Source material —
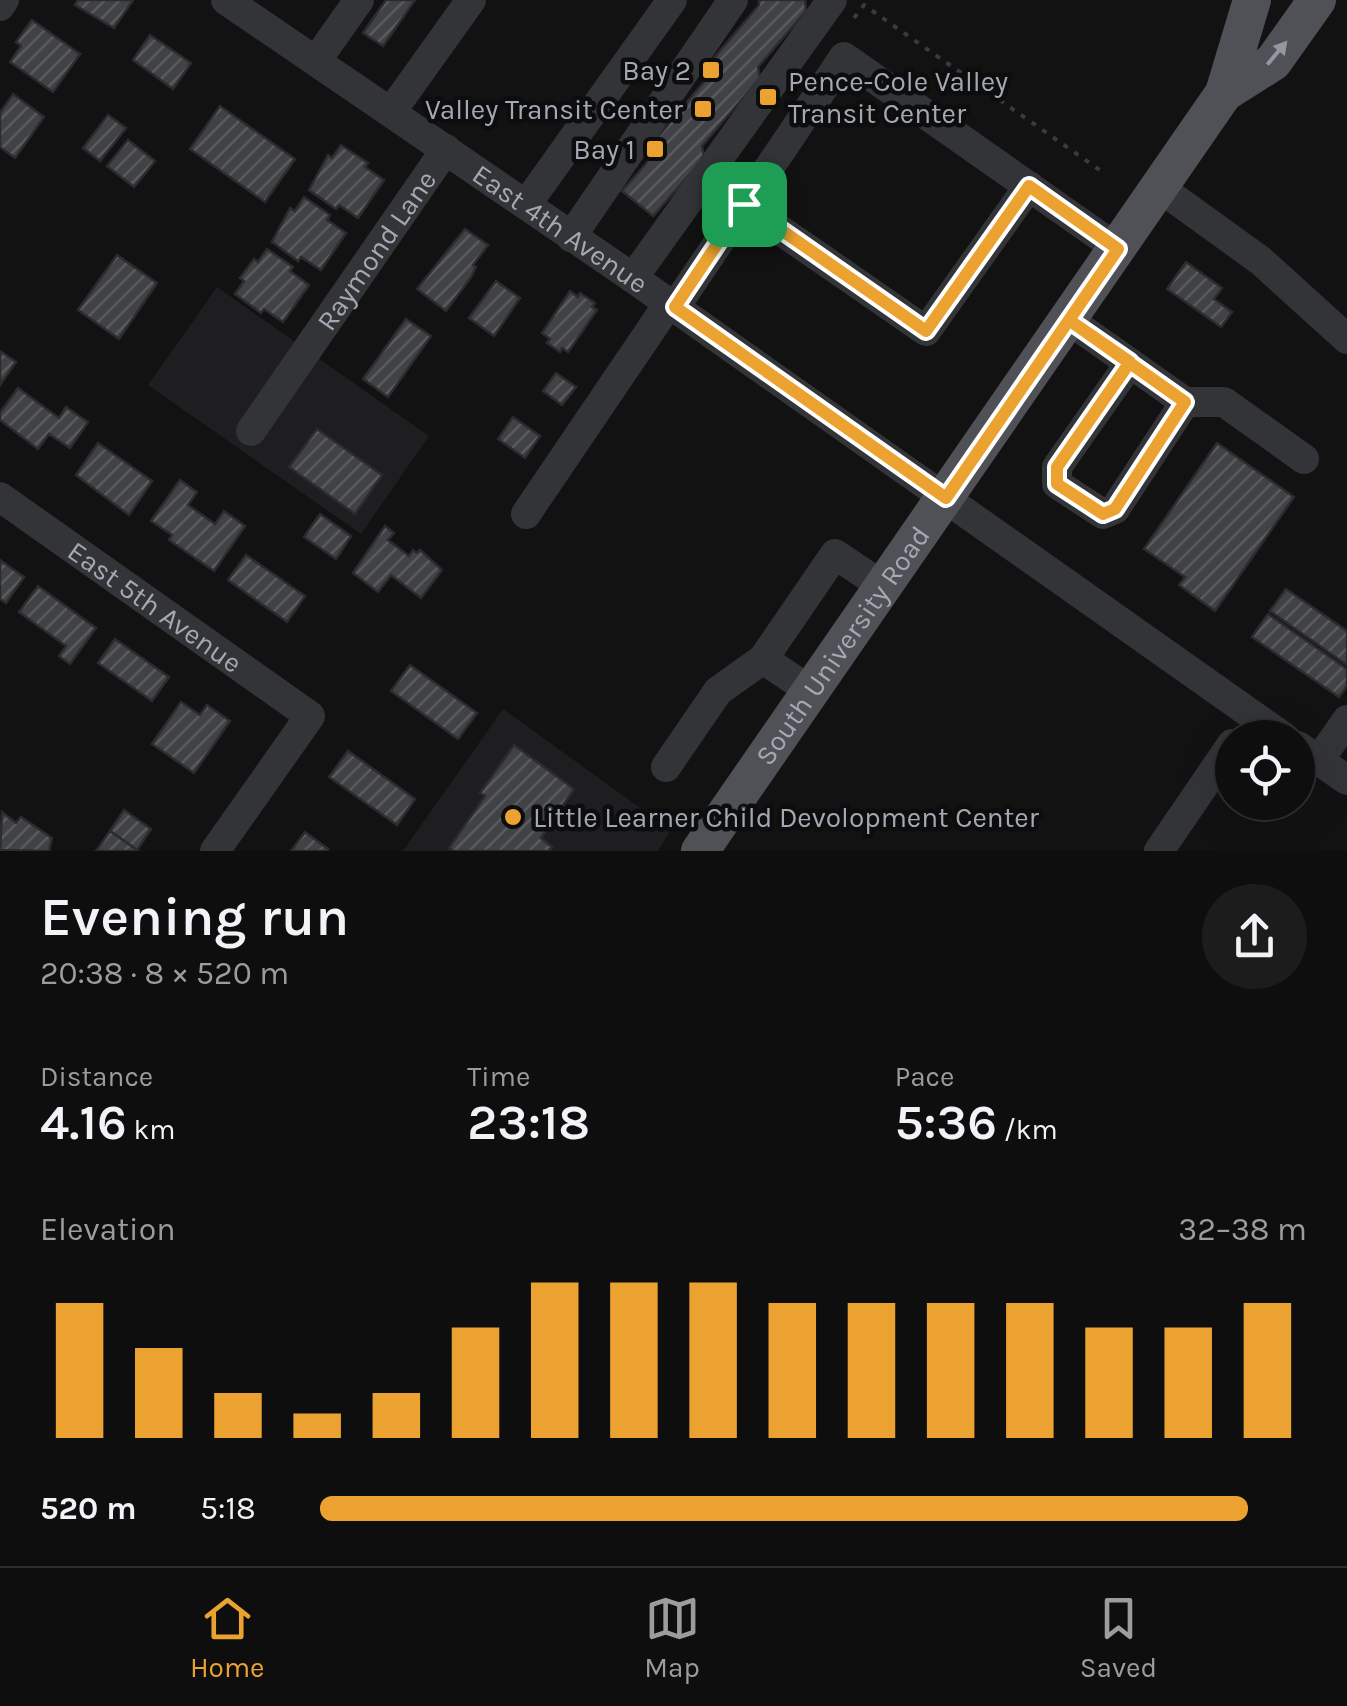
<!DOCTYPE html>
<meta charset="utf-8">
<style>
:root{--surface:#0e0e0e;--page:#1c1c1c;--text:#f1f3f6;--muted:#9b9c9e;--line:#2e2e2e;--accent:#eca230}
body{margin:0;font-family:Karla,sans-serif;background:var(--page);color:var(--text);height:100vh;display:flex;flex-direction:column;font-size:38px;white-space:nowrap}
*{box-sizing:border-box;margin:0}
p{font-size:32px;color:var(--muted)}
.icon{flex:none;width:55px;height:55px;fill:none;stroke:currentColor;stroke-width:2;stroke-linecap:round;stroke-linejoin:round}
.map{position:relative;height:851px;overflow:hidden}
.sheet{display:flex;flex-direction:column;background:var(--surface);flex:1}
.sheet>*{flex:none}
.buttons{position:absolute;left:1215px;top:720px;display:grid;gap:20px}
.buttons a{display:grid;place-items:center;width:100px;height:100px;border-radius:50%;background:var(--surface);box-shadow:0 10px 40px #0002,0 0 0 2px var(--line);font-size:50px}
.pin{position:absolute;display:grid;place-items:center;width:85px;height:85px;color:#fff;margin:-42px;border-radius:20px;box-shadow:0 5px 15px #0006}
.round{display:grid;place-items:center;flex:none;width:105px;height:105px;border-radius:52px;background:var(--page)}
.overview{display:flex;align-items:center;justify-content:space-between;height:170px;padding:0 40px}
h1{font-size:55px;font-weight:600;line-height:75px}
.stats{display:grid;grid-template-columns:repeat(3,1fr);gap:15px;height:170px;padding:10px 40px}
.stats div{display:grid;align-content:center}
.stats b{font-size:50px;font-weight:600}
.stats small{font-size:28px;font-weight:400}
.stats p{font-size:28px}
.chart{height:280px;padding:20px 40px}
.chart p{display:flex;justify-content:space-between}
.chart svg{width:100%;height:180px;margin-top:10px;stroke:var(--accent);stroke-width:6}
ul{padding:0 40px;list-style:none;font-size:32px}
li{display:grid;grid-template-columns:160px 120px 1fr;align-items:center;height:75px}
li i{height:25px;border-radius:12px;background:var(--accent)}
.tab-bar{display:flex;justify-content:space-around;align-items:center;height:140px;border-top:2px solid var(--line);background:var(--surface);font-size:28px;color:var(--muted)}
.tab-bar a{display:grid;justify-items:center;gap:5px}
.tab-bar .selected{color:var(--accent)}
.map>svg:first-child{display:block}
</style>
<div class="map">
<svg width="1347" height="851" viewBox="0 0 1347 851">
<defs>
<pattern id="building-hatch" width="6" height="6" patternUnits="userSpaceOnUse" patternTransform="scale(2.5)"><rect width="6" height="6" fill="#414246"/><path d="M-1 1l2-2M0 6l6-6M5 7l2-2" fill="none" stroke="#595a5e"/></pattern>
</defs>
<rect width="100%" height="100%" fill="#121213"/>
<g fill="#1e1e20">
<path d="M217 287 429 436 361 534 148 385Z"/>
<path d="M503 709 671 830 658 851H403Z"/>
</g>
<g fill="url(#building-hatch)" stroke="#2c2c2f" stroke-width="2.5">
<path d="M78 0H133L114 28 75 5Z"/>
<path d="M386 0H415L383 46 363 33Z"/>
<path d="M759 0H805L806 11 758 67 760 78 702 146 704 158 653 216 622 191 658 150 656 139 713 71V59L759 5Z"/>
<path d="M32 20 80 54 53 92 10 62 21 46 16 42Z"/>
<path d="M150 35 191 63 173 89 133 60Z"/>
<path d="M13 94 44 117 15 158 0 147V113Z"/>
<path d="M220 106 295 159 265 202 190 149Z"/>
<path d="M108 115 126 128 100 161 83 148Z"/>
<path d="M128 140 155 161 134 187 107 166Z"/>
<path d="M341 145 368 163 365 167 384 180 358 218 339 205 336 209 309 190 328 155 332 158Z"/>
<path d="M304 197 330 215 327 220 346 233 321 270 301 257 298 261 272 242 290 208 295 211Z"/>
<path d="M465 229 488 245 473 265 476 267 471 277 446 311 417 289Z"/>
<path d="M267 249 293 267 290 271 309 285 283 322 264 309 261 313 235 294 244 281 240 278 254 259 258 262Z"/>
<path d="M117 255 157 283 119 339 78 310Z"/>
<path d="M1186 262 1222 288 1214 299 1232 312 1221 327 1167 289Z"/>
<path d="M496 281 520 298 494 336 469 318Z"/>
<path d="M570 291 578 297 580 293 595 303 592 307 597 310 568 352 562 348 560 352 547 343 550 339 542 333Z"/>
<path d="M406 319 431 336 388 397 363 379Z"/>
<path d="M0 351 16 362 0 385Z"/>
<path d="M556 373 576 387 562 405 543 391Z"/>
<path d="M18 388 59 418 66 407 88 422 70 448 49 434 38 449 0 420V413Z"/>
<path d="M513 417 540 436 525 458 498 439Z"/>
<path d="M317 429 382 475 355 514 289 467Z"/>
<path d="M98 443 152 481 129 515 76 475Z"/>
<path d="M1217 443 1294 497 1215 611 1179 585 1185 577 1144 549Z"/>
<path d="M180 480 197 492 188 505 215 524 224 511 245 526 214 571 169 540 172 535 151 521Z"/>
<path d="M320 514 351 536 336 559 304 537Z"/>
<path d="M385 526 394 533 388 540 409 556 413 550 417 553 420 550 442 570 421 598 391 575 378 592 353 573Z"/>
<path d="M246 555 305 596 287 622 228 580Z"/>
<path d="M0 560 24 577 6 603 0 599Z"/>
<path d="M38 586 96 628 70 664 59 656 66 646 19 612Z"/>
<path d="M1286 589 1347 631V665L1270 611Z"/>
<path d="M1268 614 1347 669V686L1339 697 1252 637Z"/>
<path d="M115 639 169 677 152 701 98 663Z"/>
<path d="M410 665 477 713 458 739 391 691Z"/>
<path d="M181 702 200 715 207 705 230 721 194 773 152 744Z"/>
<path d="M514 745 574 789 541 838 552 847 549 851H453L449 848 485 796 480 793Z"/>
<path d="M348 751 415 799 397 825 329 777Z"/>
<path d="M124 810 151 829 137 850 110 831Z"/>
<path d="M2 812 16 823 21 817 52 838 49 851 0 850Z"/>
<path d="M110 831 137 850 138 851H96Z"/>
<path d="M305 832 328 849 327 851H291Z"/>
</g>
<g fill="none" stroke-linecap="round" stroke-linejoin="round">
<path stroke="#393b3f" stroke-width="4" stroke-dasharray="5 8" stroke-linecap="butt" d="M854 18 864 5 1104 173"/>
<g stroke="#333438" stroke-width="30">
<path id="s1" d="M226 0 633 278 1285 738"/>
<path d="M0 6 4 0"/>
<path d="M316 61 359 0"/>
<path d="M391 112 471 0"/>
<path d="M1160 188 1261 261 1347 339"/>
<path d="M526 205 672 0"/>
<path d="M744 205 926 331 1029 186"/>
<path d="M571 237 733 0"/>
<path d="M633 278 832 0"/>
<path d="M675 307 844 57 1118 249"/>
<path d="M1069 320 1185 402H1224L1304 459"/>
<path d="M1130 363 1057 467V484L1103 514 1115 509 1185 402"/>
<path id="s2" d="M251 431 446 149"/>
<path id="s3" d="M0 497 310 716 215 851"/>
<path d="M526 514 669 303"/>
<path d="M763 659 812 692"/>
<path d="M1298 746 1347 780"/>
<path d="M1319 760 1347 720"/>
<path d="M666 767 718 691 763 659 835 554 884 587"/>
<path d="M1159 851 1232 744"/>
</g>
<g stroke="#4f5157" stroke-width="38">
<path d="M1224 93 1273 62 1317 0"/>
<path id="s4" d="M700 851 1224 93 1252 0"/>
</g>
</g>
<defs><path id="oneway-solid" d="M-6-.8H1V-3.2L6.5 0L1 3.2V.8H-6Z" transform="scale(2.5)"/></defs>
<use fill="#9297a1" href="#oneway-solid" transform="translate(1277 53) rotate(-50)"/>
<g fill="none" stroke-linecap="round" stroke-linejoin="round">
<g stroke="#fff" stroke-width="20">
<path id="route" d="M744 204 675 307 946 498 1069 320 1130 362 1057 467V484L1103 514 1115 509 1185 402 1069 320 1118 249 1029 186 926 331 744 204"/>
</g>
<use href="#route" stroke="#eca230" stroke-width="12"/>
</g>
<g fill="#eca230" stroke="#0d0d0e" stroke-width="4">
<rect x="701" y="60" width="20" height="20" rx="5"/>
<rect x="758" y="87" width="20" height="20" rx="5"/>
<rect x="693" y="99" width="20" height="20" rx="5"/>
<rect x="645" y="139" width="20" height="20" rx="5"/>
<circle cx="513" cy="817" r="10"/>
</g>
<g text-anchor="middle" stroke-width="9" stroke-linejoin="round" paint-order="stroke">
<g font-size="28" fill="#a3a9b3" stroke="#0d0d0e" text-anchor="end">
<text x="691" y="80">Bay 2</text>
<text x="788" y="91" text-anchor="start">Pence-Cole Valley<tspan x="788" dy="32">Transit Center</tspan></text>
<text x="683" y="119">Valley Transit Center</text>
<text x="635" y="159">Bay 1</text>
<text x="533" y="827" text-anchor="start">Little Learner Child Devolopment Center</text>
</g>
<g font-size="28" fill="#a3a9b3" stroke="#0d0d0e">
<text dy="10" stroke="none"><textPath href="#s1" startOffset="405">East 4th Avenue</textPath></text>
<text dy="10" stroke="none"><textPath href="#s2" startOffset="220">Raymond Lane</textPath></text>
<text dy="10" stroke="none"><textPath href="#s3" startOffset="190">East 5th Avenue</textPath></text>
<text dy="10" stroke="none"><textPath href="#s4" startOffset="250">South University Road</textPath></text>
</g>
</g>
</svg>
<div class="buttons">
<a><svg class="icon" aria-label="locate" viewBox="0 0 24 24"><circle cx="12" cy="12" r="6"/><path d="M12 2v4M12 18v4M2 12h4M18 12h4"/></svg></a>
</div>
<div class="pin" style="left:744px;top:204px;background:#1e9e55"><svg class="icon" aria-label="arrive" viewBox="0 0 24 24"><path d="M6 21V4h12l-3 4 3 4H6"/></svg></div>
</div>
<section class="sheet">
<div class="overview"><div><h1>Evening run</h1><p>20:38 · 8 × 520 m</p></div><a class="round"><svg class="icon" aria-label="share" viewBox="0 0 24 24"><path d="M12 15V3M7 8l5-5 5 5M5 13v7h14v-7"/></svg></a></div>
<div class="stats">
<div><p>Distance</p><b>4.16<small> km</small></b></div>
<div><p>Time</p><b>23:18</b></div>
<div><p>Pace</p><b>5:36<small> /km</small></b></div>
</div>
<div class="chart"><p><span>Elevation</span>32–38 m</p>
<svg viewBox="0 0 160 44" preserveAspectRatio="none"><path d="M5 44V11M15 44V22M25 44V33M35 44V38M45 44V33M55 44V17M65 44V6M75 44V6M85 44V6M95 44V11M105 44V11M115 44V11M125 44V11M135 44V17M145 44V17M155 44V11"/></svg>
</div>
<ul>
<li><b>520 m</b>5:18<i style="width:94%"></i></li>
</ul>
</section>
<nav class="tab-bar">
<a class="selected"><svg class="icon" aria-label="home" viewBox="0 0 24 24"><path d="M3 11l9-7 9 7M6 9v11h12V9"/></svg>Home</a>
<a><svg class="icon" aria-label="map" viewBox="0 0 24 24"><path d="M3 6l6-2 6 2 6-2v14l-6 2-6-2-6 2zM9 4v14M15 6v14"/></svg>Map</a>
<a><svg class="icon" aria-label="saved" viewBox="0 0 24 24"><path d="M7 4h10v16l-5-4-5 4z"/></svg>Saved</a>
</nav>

Brief — Examine the records and pull out every line where the string "direction" occurs.

Solution to the problem —
body{margin:0;font-family:Karla,sans-serif;background:var(--page);color:var(--text);height:100vh;display:flex;flex-direction:column;font-size:38px;white-space:nowrap}
.sheet{display:flex;flex-direction:column;background:var(--surface);flex:1}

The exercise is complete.